Work item:
Pull from the data below each line where the word "linejoin" occurs, and copy it.

Top of Available records

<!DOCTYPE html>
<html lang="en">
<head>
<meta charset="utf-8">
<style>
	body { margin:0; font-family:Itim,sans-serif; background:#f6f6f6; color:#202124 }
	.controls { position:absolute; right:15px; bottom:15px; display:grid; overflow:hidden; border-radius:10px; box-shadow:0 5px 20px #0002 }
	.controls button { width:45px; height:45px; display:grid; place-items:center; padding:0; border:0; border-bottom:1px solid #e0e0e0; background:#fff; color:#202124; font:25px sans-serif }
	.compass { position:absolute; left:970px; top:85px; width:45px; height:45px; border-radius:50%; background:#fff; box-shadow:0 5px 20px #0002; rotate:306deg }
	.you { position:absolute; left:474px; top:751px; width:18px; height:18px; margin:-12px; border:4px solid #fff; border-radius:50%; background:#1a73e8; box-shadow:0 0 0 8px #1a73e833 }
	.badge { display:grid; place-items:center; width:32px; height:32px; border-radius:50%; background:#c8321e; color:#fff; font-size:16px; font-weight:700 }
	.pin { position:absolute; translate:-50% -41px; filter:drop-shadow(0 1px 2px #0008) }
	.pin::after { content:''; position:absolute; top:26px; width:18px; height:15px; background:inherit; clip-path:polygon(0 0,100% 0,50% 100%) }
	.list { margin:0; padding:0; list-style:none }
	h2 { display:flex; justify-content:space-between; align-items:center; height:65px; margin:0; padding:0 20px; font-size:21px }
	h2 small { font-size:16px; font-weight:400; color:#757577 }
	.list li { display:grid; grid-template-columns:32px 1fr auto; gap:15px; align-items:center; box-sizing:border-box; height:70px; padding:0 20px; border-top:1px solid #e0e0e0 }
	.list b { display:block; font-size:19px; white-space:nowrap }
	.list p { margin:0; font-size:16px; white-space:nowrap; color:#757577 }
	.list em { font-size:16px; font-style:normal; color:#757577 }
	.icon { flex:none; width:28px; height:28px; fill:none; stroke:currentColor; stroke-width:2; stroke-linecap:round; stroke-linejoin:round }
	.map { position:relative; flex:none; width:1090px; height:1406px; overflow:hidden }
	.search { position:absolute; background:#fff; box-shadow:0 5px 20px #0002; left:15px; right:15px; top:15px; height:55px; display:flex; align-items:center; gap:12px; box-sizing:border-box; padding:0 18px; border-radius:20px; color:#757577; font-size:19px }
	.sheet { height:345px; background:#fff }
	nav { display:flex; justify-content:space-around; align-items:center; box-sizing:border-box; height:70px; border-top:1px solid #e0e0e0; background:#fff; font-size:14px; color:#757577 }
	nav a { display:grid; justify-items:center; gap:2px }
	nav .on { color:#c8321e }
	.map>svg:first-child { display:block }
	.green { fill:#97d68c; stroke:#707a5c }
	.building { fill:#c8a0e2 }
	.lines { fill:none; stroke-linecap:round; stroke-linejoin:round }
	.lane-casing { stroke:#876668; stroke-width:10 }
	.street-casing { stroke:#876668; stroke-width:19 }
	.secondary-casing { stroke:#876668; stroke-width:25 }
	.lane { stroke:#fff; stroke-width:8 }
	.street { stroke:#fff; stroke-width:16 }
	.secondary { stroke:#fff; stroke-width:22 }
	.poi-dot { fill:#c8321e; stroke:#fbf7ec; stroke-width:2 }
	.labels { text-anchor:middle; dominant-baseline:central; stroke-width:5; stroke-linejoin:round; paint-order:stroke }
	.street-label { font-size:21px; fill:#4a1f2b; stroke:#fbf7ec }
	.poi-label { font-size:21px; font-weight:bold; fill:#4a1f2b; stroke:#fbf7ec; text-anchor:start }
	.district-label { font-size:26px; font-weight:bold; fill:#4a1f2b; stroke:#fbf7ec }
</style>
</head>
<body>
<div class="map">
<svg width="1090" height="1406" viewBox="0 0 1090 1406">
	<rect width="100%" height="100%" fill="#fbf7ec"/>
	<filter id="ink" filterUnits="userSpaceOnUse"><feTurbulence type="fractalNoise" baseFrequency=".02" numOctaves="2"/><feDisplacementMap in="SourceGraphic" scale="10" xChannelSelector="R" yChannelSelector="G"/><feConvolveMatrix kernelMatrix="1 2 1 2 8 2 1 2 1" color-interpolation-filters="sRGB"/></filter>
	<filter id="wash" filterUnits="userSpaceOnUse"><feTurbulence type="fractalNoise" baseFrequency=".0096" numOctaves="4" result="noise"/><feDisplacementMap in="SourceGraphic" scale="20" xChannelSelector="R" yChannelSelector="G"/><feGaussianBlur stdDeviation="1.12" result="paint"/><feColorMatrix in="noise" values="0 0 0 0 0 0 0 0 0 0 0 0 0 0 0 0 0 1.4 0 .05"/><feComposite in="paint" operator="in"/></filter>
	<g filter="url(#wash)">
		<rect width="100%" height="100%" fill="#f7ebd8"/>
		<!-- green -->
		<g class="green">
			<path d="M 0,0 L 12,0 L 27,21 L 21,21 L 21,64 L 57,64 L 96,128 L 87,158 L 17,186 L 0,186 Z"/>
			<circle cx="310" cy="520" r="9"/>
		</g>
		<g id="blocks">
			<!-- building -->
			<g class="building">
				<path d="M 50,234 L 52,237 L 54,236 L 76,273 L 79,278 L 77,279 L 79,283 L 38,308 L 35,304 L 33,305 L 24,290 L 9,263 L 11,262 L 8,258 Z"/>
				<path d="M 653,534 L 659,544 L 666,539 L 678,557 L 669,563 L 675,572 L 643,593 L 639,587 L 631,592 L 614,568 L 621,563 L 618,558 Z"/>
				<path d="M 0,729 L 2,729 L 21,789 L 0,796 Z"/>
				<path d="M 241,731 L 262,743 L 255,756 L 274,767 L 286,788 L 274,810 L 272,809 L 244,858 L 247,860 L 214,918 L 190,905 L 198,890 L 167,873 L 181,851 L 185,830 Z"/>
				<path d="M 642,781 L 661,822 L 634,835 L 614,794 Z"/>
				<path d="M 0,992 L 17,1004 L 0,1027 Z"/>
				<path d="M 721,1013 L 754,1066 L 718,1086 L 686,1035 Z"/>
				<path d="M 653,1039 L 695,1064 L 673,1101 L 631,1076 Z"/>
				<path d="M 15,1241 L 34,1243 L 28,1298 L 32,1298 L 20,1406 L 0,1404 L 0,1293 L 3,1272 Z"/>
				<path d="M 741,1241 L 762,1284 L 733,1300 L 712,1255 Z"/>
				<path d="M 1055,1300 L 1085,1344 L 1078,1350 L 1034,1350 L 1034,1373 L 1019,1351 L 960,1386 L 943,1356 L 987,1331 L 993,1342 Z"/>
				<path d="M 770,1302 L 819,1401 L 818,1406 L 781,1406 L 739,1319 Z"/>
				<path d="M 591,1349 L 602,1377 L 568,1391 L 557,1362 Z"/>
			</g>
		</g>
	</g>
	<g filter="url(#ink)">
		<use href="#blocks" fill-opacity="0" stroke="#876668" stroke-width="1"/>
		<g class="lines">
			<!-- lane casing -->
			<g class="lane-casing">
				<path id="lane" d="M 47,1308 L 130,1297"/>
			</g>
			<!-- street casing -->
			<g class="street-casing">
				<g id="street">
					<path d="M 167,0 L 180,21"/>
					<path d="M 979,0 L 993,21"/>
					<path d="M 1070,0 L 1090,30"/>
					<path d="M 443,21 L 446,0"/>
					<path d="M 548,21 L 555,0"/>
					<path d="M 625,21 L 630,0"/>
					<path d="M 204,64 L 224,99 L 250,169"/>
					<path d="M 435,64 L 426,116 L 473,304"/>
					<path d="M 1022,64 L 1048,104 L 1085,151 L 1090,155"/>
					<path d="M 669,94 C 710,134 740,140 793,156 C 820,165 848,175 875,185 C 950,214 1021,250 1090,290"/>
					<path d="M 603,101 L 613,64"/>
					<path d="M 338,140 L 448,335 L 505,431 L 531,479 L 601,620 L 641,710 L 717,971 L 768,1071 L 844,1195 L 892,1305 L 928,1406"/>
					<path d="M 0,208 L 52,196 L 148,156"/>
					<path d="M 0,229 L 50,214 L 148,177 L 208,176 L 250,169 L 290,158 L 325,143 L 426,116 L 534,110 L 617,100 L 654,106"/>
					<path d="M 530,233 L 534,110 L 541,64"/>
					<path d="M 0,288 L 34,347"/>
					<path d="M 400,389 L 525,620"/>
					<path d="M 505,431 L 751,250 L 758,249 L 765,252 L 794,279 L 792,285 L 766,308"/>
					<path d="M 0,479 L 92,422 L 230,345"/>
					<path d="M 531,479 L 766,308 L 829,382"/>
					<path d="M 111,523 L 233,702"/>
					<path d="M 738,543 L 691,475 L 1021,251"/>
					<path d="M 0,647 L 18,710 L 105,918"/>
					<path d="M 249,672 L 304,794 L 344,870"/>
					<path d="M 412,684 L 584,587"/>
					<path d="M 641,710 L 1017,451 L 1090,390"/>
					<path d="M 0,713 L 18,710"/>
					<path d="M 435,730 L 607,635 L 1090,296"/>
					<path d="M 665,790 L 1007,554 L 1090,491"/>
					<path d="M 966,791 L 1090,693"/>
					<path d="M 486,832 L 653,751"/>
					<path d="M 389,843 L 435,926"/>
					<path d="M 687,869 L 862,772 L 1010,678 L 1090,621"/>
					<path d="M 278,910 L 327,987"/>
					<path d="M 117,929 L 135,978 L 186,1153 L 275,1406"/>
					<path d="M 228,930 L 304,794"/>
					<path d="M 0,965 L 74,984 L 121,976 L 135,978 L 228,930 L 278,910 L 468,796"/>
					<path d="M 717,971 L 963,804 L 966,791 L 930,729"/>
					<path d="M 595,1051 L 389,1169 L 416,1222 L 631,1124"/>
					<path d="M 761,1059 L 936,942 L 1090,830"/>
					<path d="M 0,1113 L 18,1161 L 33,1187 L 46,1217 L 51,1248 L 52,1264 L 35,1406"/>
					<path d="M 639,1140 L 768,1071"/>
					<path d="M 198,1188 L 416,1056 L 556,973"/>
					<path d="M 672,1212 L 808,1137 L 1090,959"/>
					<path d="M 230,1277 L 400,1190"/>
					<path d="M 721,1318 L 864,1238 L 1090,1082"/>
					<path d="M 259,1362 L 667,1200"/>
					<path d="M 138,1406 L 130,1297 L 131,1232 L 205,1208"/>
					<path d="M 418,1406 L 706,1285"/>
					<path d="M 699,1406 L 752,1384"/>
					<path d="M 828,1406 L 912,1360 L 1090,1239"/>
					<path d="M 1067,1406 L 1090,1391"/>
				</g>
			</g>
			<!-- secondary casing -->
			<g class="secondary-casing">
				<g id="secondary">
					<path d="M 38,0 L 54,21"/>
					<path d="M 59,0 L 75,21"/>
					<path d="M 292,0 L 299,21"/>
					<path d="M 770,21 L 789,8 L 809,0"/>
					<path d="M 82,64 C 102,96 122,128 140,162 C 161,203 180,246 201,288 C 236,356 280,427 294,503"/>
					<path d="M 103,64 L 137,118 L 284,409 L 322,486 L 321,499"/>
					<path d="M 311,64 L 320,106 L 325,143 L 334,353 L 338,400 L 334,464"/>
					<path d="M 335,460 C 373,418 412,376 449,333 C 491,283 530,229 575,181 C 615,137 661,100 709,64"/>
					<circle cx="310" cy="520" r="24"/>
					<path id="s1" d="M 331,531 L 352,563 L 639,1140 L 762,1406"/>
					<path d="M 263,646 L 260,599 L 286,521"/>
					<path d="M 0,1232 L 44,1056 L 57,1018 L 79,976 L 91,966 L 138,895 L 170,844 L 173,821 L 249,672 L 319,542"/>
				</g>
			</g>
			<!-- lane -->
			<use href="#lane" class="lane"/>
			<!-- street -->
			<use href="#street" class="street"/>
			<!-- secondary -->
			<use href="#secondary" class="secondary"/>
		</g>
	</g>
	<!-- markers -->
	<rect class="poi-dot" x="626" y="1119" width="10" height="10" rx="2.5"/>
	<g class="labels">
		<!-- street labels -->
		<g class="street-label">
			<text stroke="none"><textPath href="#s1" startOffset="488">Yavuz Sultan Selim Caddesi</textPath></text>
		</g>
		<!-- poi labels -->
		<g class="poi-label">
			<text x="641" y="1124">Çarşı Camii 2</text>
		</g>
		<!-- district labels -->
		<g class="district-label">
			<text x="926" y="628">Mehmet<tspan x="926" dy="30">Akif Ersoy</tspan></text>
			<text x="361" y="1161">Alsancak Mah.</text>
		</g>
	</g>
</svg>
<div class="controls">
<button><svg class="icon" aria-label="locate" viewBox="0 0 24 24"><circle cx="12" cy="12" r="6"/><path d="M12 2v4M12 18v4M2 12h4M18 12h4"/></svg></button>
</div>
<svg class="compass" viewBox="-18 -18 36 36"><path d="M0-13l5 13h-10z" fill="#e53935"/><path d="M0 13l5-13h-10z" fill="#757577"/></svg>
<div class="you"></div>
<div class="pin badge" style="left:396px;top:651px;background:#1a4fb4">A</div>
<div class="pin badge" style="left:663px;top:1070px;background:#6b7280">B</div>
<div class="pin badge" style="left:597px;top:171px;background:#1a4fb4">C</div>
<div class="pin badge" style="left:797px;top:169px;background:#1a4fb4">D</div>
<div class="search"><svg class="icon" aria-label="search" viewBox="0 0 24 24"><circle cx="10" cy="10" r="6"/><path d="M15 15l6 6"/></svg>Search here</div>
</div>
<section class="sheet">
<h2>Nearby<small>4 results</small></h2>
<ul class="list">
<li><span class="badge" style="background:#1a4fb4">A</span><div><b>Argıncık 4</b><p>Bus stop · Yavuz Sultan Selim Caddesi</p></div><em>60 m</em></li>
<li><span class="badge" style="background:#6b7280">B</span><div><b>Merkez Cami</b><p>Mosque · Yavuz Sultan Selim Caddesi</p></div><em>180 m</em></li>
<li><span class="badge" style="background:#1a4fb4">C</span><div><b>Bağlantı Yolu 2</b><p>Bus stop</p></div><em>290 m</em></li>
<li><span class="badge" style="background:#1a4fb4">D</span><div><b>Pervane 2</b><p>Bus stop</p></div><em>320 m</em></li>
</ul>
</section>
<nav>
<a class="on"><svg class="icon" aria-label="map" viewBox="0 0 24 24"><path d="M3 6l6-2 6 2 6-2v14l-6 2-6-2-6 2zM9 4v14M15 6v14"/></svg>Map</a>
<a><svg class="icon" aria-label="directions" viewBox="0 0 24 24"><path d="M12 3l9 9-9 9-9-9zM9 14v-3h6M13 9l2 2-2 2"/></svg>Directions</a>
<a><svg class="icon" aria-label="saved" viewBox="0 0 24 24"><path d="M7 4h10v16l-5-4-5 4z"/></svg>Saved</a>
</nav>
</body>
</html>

Bottom of Available records

Written answer:
	.icon { flex:none; width:28px; height:28px; fill:none; stroke:currentColor; stroke-width:2; stroke-linecap:round; stroke-linejoin:round }
	.lines { fill:none; stroke-linecap:round; stroke-linejoin:round }
	.labels { text-anchor:middle; dominant-baseline:central; stroke-width:5; stroke-linejoin:round; paint-order:stroke }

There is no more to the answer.